Start of Block

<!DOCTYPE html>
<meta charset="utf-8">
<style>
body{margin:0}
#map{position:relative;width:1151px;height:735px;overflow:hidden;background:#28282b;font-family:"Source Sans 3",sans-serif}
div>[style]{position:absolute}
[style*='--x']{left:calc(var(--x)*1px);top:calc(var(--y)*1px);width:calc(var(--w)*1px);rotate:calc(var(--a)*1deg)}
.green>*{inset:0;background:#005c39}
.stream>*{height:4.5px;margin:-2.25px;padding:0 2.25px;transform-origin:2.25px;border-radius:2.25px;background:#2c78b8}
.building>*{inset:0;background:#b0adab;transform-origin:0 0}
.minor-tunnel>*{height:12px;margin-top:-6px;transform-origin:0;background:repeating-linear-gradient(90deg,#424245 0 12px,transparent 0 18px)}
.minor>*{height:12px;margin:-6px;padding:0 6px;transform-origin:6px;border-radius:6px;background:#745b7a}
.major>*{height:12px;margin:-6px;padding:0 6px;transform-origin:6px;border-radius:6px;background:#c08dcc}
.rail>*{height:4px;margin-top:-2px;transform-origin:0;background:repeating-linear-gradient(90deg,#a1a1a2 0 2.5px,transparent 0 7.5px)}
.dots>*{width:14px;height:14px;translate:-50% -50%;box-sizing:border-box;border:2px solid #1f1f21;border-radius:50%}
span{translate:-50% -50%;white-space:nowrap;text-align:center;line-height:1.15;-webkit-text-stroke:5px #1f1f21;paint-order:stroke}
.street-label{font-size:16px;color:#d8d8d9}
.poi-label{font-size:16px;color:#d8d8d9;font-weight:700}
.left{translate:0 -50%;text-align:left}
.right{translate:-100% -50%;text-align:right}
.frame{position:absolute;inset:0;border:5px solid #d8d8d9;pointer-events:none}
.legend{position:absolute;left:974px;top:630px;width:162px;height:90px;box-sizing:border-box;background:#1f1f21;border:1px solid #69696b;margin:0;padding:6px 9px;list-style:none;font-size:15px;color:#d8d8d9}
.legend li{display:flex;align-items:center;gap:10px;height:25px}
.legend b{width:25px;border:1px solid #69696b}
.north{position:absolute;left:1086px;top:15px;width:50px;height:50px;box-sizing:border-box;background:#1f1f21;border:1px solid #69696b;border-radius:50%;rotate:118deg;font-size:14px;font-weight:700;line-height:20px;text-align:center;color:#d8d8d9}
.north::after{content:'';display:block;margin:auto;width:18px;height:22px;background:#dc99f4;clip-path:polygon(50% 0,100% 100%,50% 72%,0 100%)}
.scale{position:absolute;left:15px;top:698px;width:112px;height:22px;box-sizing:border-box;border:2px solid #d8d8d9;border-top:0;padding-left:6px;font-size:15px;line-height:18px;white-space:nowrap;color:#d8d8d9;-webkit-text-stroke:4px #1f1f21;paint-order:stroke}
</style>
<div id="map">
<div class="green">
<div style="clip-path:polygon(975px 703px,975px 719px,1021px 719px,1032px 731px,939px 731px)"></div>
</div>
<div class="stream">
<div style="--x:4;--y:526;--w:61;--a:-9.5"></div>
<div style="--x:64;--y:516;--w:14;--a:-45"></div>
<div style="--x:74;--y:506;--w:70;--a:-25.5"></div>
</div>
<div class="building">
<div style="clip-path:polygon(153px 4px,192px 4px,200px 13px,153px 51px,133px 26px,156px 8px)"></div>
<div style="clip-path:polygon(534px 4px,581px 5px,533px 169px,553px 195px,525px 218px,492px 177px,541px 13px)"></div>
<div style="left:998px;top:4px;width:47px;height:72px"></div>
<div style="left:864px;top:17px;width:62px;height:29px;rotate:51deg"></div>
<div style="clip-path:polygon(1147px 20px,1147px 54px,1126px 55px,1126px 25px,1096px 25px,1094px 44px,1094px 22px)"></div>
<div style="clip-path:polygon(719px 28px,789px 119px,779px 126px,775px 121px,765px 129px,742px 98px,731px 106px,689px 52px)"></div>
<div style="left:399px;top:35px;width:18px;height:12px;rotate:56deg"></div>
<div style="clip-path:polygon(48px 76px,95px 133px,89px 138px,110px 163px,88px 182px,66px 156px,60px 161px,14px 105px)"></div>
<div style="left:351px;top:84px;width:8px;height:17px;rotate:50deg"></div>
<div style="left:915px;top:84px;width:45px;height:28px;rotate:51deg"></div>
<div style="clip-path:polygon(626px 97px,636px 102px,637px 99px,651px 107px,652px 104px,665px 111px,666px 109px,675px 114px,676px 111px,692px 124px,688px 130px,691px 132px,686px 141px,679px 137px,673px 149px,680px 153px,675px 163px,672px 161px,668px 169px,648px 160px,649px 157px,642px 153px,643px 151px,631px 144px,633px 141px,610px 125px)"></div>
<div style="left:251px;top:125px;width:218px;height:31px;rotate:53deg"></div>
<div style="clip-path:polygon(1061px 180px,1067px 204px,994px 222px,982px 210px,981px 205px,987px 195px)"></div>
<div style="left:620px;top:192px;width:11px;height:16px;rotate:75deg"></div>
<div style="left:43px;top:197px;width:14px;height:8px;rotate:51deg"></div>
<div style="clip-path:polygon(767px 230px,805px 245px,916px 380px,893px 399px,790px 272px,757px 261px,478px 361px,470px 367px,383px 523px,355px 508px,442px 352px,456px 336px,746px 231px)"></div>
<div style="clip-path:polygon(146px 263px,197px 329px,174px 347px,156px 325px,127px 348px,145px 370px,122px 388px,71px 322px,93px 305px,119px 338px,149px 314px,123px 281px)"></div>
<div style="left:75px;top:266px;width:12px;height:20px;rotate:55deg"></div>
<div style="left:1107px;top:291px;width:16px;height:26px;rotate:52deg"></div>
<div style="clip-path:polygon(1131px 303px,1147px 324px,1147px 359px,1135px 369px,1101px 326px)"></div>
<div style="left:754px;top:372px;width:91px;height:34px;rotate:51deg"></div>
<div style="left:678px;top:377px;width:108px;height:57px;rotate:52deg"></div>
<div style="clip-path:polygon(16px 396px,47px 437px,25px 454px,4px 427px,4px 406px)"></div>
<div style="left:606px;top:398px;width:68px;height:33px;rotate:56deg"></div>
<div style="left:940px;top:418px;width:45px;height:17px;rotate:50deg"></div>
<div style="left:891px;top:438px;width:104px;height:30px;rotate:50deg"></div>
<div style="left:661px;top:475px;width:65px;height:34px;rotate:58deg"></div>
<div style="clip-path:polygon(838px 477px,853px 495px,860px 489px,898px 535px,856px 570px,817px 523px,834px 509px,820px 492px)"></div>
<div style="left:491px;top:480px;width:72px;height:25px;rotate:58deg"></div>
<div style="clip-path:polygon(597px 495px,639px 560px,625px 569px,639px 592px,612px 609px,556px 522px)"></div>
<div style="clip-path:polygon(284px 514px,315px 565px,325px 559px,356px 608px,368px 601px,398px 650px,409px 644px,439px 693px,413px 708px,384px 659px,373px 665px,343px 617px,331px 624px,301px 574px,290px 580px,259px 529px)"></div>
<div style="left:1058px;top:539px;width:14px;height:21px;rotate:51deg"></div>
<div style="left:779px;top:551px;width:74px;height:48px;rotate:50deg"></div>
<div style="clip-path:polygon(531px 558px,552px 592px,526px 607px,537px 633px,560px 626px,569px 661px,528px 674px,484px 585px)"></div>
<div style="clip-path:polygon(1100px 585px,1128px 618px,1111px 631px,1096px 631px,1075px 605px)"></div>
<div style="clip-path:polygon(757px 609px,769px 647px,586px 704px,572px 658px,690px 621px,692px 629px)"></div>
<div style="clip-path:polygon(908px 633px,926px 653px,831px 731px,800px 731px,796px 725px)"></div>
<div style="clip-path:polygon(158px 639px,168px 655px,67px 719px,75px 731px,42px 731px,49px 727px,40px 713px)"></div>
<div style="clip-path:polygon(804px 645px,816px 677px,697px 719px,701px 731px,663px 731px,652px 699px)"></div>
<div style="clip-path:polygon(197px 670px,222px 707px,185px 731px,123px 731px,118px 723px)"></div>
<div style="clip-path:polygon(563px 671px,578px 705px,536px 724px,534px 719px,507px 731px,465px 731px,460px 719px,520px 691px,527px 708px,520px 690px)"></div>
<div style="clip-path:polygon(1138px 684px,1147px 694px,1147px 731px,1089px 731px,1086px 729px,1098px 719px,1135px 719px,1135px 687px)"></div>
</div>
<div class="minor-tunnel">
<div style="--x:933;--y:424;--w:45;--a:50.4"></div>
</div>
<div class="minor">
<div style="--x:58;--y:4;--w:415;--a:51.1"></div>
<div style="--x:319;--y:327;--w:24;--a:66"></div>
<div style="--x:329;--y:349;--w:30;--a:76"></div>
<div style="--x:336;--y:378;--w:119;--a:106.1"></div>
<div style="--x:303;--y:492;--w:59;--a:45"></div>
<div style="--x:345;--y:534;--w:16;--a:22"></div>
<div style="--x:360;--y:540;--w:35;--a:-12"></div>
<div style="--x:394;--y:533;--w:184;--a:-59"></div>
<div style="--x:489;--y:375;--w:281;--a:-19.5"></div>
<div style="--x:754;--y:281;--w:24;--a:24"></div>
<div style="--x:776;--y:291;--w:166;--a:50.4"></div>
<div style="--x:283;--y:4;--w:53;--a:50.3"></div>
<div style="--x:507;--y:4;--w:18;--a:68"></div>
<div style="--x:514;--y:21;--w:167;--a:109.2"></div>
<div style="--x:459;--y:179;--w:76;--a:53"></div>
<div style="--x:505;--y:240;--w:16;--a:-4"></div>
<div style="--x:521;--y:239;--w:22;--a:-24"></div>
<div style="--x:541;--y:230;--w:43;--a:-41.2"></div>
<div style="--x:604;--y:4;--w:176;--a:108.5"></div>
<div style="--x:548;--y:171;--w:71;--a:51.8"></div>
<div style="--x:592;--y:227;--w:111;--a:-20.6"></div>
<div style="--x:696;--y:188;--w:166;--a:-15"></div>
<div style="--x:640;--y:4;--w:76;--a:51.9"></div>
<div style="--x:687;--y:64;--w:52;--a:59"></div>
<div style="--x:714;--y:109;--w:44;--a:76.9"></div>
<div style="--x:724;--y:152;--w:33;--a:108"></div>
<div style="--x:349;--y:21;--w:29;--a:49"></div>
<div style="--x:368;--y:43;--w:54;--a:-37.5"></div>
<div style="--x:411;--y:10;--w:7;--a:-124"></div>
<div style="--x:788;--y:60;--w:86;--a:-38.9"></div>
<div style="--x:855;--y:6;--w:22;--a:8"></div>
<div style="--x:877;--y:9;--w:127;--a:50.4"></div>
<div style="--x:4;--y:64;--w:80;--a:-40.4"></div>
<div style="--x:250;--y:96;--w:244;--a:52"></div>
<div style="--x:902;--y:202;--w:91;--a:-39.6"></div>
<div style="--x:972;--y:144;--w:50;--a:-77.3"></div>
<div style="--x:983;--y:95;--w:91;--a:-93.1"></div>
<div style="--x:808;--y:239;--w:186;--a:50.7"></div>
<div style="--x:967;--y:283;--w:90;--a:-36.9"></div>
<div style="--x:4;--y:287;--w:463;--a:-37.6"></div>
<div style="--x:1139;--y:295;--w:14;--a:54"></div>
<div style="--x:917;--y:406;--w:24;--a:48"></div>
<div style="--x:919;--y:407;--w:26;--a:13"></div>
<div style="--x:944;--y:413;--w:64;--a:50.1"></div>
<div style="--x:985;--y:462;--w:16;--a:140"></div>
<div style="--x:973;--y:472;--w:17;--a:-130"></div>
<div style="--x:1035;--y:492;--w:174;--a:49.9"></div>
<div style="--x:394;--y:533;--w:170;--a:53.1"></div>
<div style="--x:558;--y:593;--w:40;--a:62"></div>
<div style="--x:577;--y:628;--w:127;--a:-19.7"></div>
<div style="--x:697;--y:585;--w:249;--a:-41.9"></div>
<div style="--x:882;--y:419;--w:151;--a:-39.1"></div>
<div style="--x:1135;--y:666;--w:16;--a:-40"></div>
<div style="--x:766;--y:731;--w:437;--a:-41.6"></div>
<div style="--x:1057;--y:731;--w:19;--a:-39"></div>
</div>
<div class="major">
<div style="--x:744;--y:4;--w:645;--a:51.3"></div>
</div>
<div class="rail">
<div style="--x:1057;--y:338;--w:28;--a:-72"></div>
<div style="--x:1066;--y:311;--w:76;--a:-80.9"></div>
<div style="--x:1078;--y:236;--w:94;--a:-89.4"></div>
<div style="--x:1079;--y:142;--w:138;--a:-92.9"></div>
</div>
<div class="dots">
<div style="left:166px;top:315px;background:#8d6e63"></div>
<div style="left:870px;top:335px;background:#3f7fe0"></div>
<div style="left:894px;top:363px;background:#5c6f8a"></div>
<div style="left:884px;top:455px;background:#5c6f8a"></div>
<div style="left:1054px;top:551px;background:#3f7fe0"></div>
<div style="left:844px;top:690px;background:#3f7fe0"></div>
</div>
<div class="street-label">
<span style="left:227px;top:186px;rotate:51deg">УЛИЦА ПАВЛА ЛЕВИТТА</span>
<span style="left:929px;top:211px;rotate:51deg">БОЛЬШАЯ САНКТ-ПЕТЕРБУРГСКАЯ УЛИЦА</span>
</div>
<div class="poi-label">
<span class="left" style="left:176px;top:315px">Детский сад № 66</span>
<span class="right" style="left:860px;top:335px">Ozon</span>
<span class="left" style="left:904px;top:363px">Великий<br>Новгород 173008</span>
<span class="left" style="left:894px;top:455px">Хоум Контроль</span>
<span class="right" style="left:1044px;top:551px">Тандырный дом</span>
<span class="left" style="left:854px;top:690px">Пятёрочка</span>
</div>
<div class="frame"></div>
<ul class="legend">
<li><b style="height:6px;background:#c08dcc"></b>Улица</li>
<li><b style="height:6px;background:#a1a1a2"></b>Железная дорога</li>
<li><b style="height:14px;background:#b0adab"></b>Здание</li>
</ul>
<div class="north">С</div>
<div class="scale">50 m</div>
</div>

End of Block

- [Task description]:
For the word "stream", go through the records and show each line that carries it.

- [Answer space]:
.stream>*{height:4.5px;margin:-2.25px;padding:0 2.25px;transform-origin:2.25px;border-radius:2.25px;background:#2c78b8}
<div class="stream">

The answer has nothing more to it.